In my first two posts, I reported that in the summer of 2015, two district courts held the ALJs to be inferior officers of the United States who need to be appointed under the Appointments Clause.  The SEC concedes that its judges were not so appointed.

Much of the time between my first two posts and my third post was taken up by Circuit court opinions holding that district courts in these and in other collateral proceedings lacked jurisdiction to decide the constitutional issue.  Hill v. SEC, 825 F.3d 1236 (11th Cir. 2016); Tilton v. SEC, 824 F.3d 276 (2d Cir. 2016); Jarkesy v. SEC, 803 F.3d 9 (D.C. Cir. 2015); Bebo v. SEC, 799 F.3d 765 (7th Cir. 2015). (Hill was issued two days after my last post.)

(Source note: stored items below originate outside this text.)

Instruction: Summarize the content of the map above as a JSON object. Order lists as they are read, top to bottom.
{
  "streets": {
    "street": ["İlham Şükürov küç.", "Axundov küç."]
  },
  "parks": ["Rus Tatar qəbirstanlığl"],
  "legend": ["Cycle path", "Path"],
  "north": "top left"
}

But, in August of 2016 (also after my last post), the D.C. Circuit, in a case on direct review of an SEC order affirming the sanctions imposed by an SEC ALJ, held that under the Supreme Court’s “significant authority” standard used in Freytag v. Commissioner, 501 U.S. 868 (1991), SEC ALJs were not inferior officers because they could not render final decisions in their cases.  Raymond J. Lucia Cos., Inc. v. SEC, 832 F.3d 277, 283-89 (D.C. Cir. 2016).  In Freytag, the Supreme Court held that Tax Court Special Trial Judges (STJs) were inferior officers exercising significant authority on behalf of the United States because of the many judge-like powers they possessed, including their wide discretion to issue rulings.

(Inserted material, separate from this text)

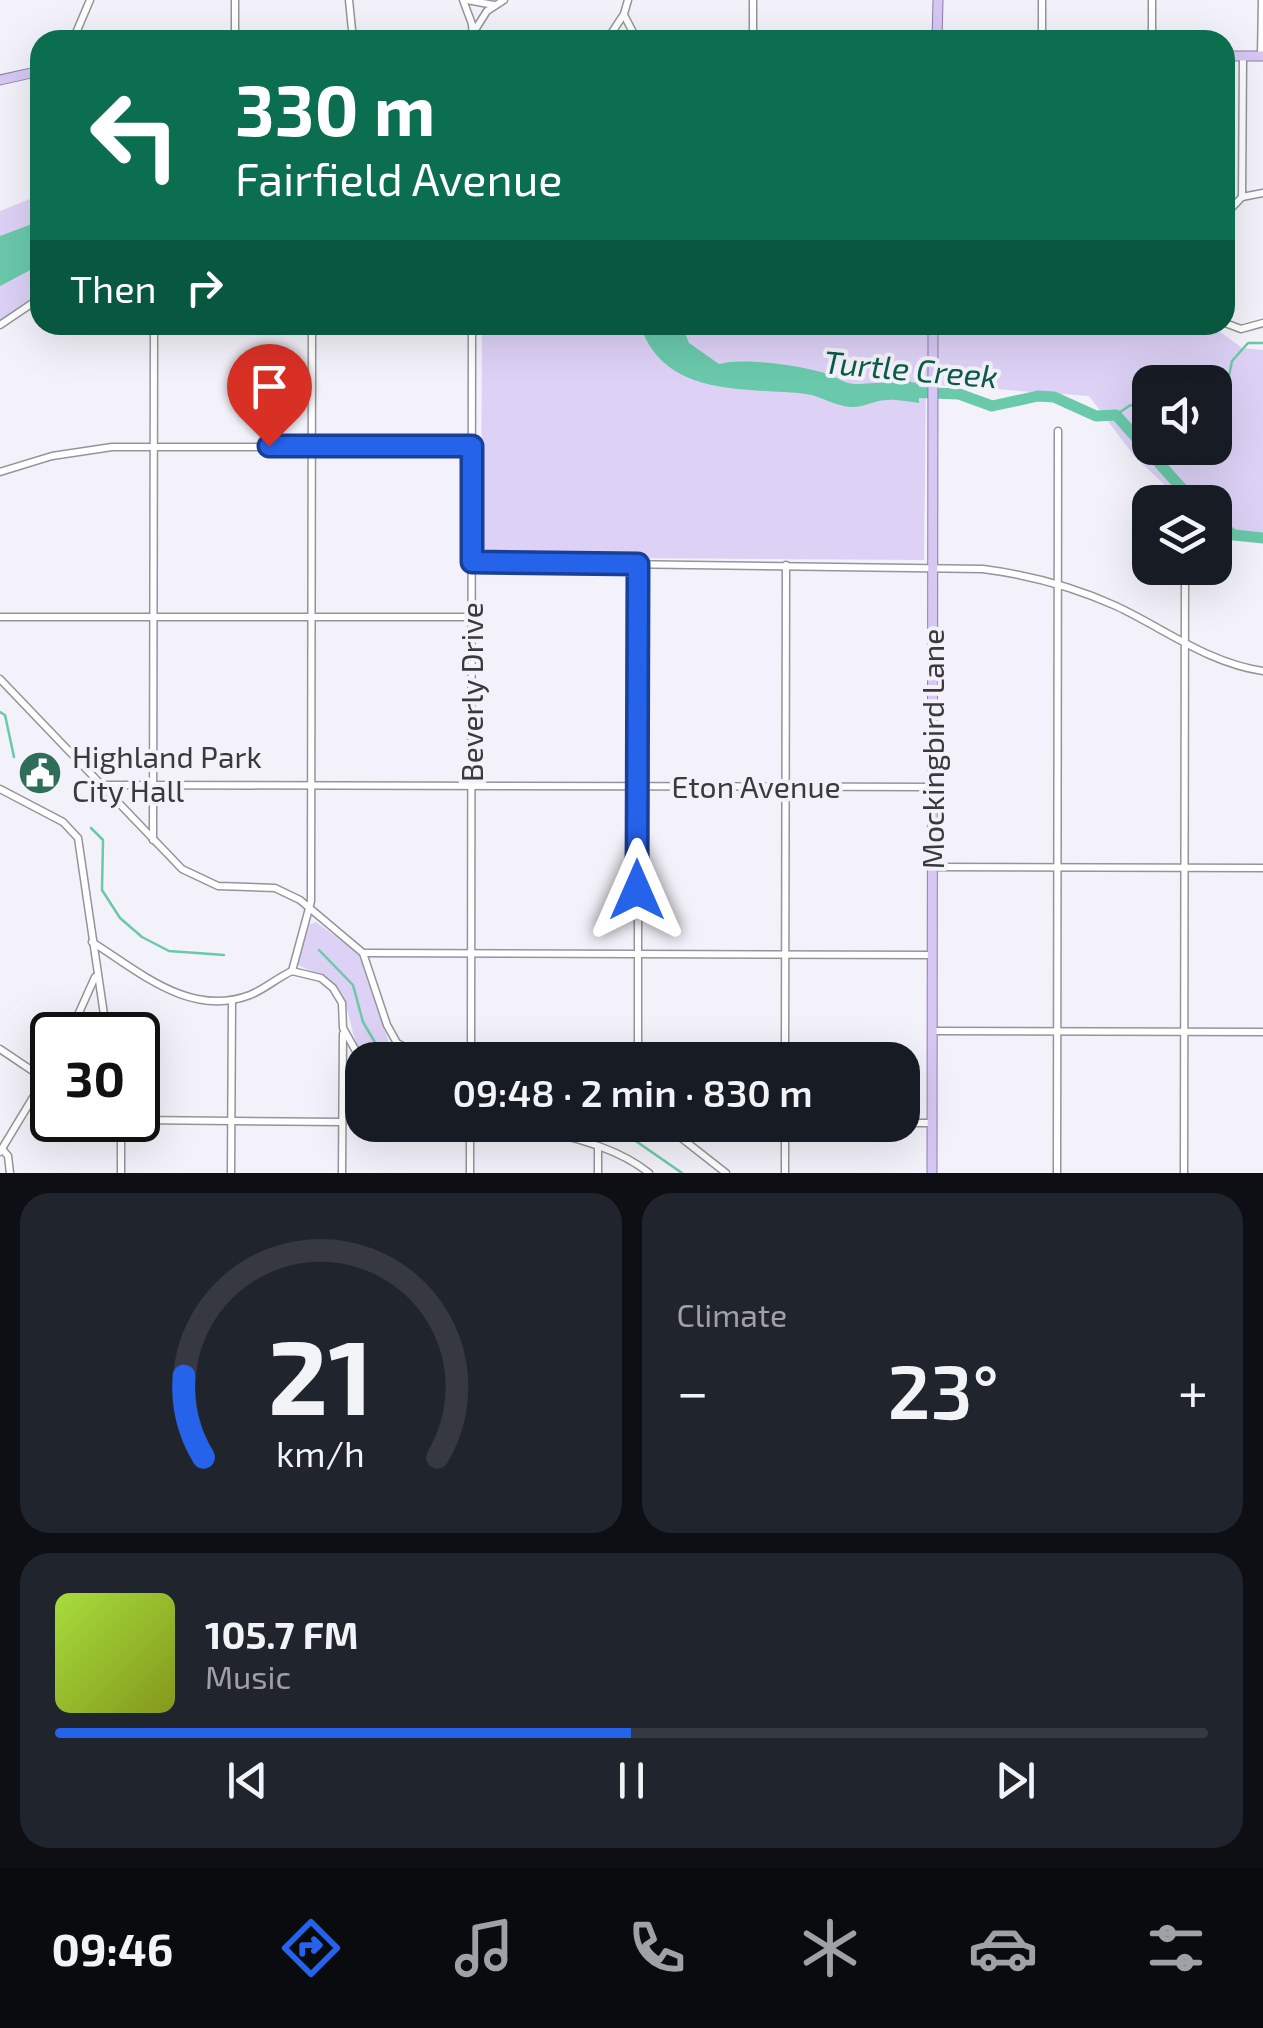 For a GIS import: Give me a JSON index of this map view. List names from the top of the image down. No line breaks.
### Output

The Freytag opinion was admittedly less than clear in whether, to be an inferior officer, a person needed the ability to render final decisions binding the government.  In 2000, a divided panel of the D.C. Circuit in Landry v. FDIC, 204 F.3d 1125 (D.C. Cir. 2000), had held that FDIC ALJs did not need to be appointed – based on the panel’s interpretation of Freytag to require final decision-making authority in a person to render that person an officer of the United States.

In an opinion issued by a divided panel of the Tenth Circuit on December 27, in Bandimere v. SEC, the Tenth Circuit rejected Landry’s holding and held that Freytag did not require that inferior officers need the power to render final decisions.  Rather, the Bandimere majority said that, in Freytag, the Supreme Court discussed the finality of STJ rulings under what is now section 7443A(b)(7) only in response to a government concession – and not as part of the Supreme Court’s actual holding in the case.  (I agree.)  Thus, while having the ability to enter final, binding orders was one factor that could lead to a finding that a person was an officer, it was not a “but for” requirement, according to Bandimere.  And, in any event, even though the SEC had the authority to do de novo review, Bandimere pointed out that in about 90% of cases either there was no SEC review of the ALJ or the SEC review resulted in upholding the ALJ verbatim, so it is really the ALJ who effectively binds the government in the vast majority of SEC cases.  Further, even the de novo review of the ALJ that the SEC gives is one in which the SEC in fact gives deferential review of facts found by the ALJ.  This is similar to the deferential review on factual issues of STJs by Tax Court judges.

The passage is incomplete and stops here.